▶ **What to work on**
Look through the records, and whenever a line includes the word "names", copy it.

▶ **Supplied data**
- - -
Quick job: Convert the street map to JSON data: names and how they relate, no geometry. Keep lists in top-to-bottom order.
- - -
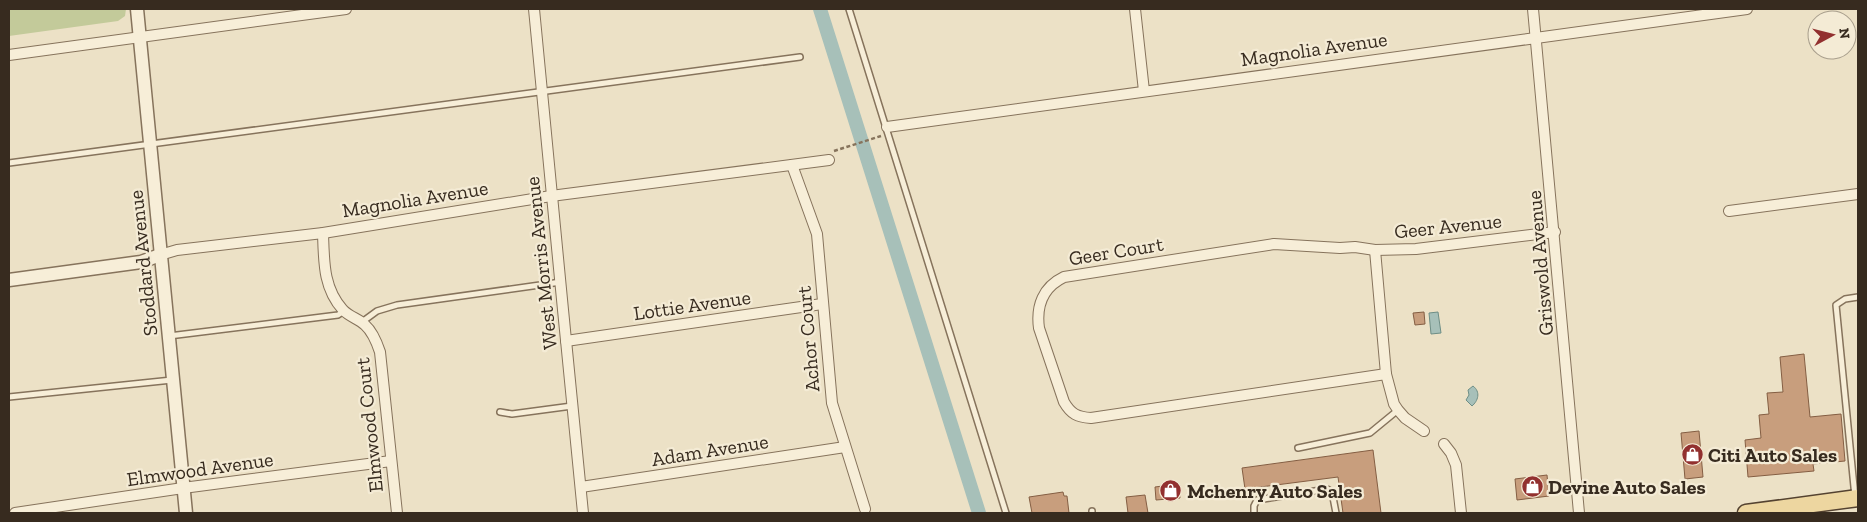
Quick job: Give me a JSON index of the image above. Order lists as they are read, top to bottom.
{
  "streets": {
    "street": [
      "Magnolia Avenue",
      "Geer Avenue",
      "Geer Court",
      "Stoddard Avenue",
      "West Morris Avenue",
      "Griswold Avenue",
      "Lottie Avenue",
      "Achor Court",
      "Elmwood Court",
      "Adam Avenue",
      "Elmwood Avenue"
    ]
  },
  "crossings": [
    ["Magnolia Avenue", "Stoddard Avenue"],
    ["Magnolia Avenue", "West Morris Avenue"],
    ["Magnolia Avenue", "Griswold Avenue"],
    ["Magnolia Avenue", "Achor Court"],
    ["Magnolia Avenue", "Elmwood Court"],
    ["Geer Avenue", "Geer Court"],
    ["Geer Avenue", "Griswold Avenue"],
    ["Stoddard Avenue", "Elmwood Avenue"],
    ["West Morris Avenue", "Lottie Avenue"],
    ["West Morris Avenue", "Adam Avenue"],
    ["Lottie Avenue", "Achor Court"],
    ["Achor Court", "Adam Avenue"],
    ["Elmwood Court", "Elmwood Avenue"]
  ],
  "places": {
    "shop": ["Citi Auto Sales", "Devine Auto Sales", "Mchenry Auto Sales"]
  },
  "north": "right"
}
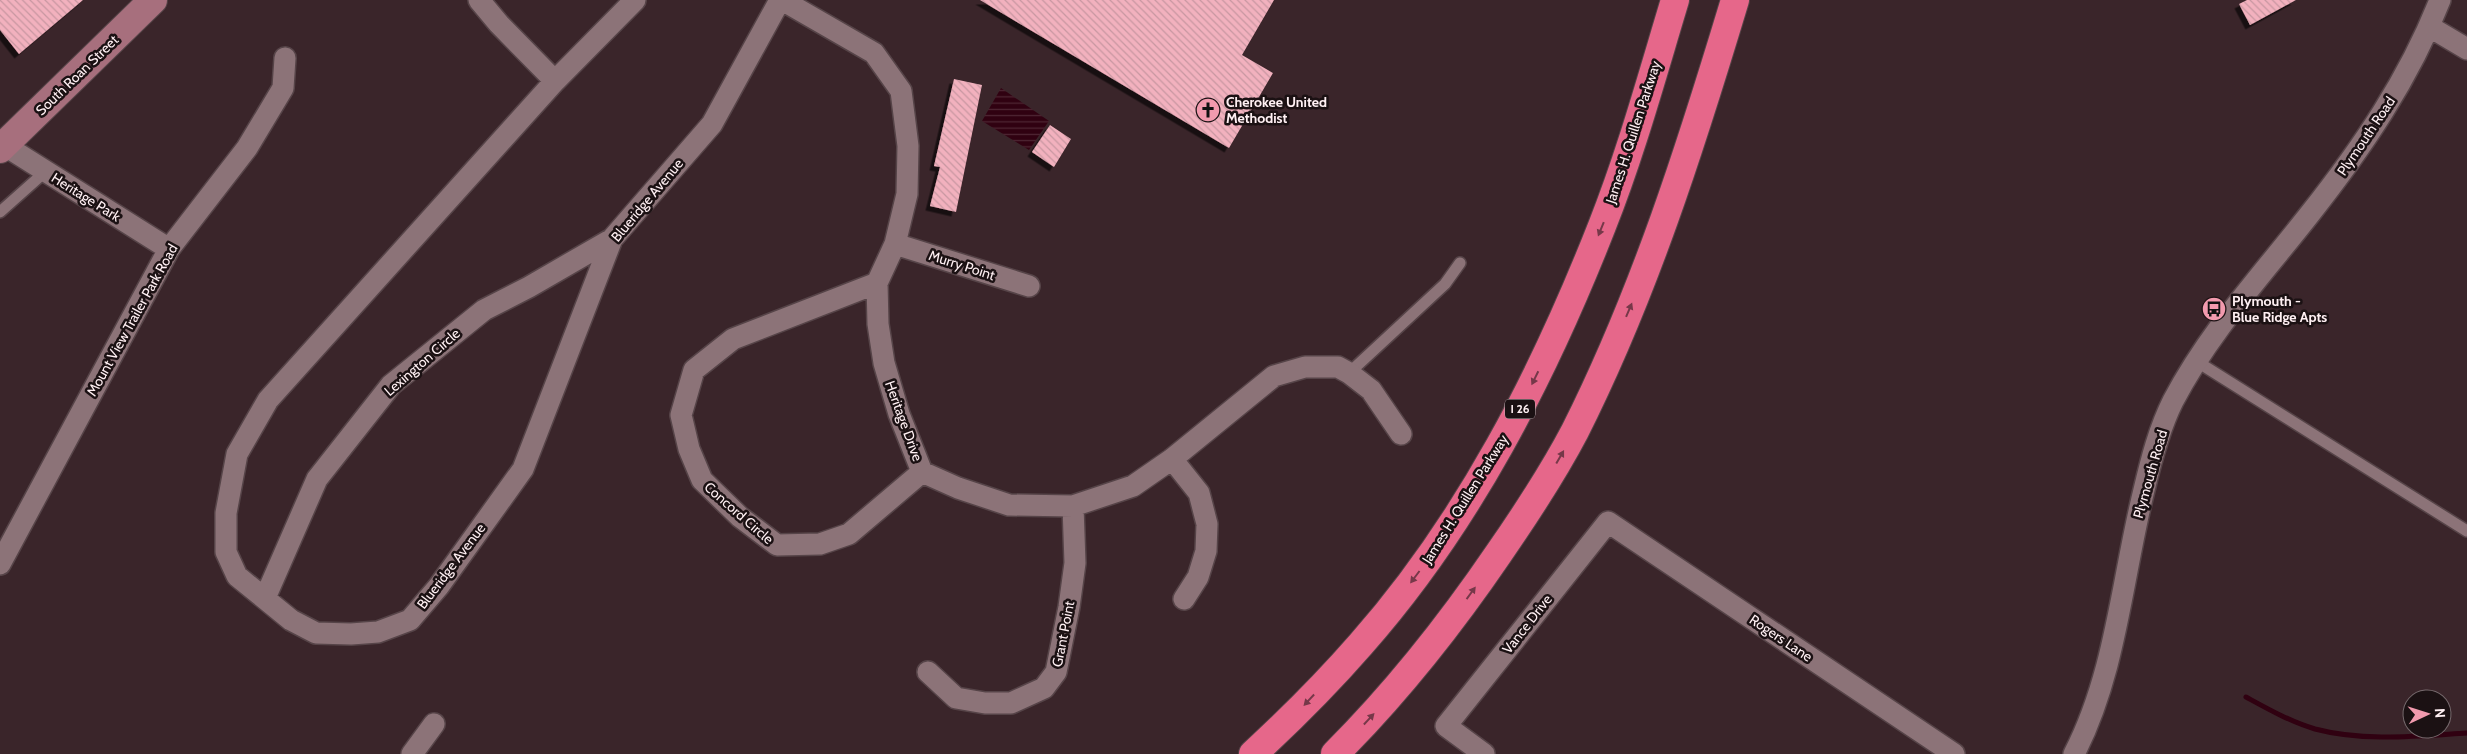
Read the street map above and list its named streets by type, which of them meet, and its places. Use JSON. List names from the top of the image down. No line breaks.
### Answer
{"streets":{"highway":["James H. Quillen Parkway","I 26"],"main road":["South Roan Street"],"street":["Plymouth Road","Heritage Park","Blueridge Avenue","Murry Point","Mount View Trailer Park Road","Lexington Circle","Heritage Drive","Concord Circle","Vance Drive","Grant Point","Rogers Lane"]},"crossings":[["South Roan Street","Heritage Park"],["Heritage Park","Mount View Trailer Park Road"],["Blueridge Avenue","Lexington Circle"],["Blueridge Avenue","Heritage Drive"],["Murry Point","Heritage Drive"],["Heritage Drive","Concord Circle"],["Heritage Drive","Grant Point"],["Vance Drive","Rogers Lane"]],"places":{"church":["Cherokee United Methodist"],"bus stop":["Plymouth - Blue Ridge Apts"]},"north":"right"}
- - -
▶ **Your response**
Quick job: Convert the street map to JSON data: names and how they relate, no geometry. Keep lists in top-to-bottom order.
Read the street map above and list its named streets by type, which of them meet, and its places. Use JSON. List names from the top of the image down. No line breaks.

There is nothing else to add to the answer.